Bagi Suprapto, Kelud memang bukan sekadar batas wilayah yang harus dipertahankan, melainkan juga simbol peradaban melalui legenda Jayabaya. Dalam hikayat yang dikisahkan turun-temurun, Prabu Jayabaya, Raja Kadiri, memerintahkan dua raksasa menjaga wilayahnya. Masing-masing adalah Buto Locaya, yang bertugas berjaga di Gunung Klotok, dan Tunggul Wulung, yang bermukim di Gunung Kelud. Itu sebabnya dia menyatakan, "Gunung itu sudah milik kami sejak dulu."
Sejak sebelum kawasan itu dibangun menjadi obyek wisata lengkap dengan gardu pandang, museum, dan penginapan, Suprapto menambahkan, warga Desa Sugihwaras sudah kerap menggelar ritual selamatan. Mereka bahkan memiliki juru kunci untuk gunung itu.

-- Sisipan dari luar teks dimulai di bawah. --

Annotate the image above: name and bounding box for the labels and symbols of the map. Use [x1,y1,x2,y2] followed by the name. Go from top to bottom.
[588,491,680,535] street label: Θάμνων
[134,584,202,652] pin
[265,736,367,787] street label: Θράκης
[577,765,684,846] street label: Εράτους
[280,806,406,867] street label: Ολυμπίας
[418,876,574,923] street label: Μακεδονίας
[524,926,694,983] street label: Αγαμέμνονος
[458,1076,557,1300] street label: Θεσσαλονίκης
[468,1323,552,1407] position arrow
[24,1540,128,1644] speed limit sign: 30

Namun, soal ritual, warga tetangga juga sudah lama memiliki tradisi Larung Intan di kawah Kelud. Ini terungkap dalam rapat di Kota Batu yang difasilitasi pemerintah provinsi, dua pekan lalu.
Dukungan atas klaim pemerintahnya juga terjadi di sisi ini. Menurut Pipit, ketua rukun tetangga di Dusun Gambaranyar, dusunnya pasti akan lebih sejahtera apabila bisa memiliki akses ke Puncak Kelud. Saat ini, menurut dia, sebagian besar warganya bekerja di perkebunan dengan pangkat rendahan. "Kalau bisa hidup seperti Desa Sugihwaras kan lebih bagus," ujarnya.
Berbeda dengan di lereng menuju puncak Kelud, ketegangan sengketa tak sampai merambat ke ketinggian ribuan meter Gunung Ijen. Ningsih, 35 tahun, warga Kampung Panggungsari, Dusun Jambu, Desa Tamansari, Licin, Banyuwangi, yang merupakan permukiman terdekat dengan Gunung Ijen, menyatakan tak tahu dan tak peduli dengan sengketa.
Buruh pemetik kopi ini yakin, apakah pemerintah Bondowoso berhak atas separuh kawasan Gunung Ijen ataukah pemerintah Banyuwangi yang pantas menguasai seluruhnya, dampaknya sama-sama tak nyata. "Tidak akan berpengaruh pada kehidupan kami juga," tuturnya.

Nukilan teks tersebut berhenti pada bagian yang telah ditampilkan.